Early Telegraph Device, Spark Museum, Bellingham, WA
I've been involved in electronics since an early age. I was accomplishing simple radio repairs at age 9, earned my first ham radio license at age 14, and built more than one transmitter by the time I'd graduated from high school. In those days (I  turned 14 in 1958), many people my age earned radio licenses, and many of us built our own gear simply because that was the only way we could afford it.

As  time passed, I built more and more equipment, mostly associated with ham radio. At age 19, after one year of college, I spent 15 months working on an oceanographic ship in the Indian Ocean. I was responsible for keeping the ship's electronic equipment in operation: echo sounders, radar, and a few pieces of laboratory gear. Upon returning home, I returned to school for couple years, vacillating between arts & sciences and engineering. A&S was too crazy, and engineering too linear. That was in the mid-60s.

Eventually I ended up working as an electronics technician, then as a research engineer in the radio astronomy branch of the Astrogeophysics Department at the University of Colorado in Boulder, where I'd previously been a student. One of my jobs there was to automate the tracking mechanism that controlled two twenty-ton radio telescope antennas that ran on circular rails.  My system read punched cards in a modified IBM card reader that weighed about 600 pounds. One card with new solar coordinates coded into it fed through the reader every 15 minutes and the electronics moved the antennas in accordance to them. Solar radio emissions were recorded on a chart recorder identical to the ones used to record water depth during my shipboard duty in the Indian Ocean.

That was the first time I'd been involved in automating anything. Previous to that time, the antennas had been moved at quarter hourly intervals by a grad student reading solar pointing data from a table. Hence the device I built eliminated one job.

By that time I was 25 years old. The antenna pointing system whetted my appetite for automating things, one way or another. I built a porch light turner-onner to turn on the porch light of our house when I came home after dark. It included a timer to keep the light on for a couple minutes before turning it off. That was before commercially made motion detectors were on the market. My version used a photo transistor to detect the light of my headlights.

I spent quite a bit of time thinking about automation. When I later became a potter, I fired my kiln just a few times before realizing that here was a function that could easily be automated. I built three different versions of kiln programmers, the last one being completely software mediated via the first notebook computer, the Tandy 100. I had it configured so I could call the computer from a remote phone and get data on the current firing stage and temperature read out to me via Morse code.

That was fun. A few more years went by, along with various other electronic projects, one involving a joint effort with a friend, to build an electronically controlled espresso machine. It was operated by a microprocessor, which by that time was common and widely available device. The project took us about 8 years to complete, during which time I learned a lot about microprocessors, programming, etc, enough that it eventually led to building the wave music machine now on display at Mindport. That was the product of an obsessive year of work, during which I actually injured myself by writing software code, ultimately 30 pages of it.

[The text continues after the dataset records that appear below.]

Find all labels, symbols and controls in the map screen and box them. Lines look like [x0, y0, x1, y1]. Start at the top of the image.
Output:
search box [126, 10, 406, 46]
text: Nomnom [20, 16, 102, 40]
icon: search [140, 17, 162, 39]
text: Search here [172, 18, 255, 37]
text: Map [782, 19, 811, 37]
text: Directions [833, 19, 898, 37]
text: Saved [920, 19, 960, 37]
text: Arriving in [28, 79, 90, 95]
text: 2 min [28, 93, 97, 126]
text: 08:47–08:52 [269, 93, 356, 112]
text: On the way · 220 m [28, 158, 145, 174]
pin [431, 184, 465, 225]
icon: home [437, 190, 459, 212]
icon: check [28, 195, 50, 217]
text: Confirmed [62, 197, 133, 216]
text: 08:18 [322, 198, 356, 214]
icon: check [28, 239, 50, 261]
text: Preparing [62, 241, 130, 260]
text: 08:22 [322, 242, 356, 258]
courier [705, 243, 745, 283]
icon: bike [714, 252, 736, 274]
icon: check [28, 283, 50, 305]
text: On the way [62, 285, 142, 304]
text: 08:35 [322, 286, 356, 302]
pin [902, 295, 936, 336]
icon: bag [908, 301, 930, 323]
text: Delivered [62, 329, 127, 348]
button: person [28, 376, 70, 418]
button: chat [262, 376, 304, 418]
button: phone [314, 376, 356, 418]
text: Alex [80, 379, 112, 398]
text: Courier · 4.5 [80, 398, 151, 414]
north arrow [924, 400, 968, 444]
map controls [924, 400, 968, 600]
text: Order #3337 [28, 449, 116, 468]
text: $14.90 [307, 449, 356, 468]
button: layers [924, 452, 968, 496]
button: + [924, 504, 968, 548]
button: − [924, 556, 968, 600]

Those lengthy sessions of coding while sitting in a straight-backed chair and staring at a computer screen culminated in a seriously inflamed muscle in my pelvis, which kept me immobile for several weeks. It set me to thinking about the obsessive quality of the programming work I was doing, and was my first clue that there was an emotional component to my intense interest in programming and automating things. It led to questions about the role played by electronic equipment in the larger world, not just my own.

Wave music was the first exhibit I built for Mindport. . . except I didn't know it was for Mindport because it was 1994 and Mindport didn't exist yet. After Mindport opened in 1995, I installed "Wave Music" there, then built the "House of Mystery," which incorporated two microprocessors to control its lighting functions. I could have done that with simple toggle switches, but I wanted it to cycle its lighting automatically and detect when someone came near so it could prepare itself to interact with a visitor. This incorporation of electronics into what was basically an art piece really set me on the path on considering the meanings behind automation, not only personal meanings but meanings in society at large.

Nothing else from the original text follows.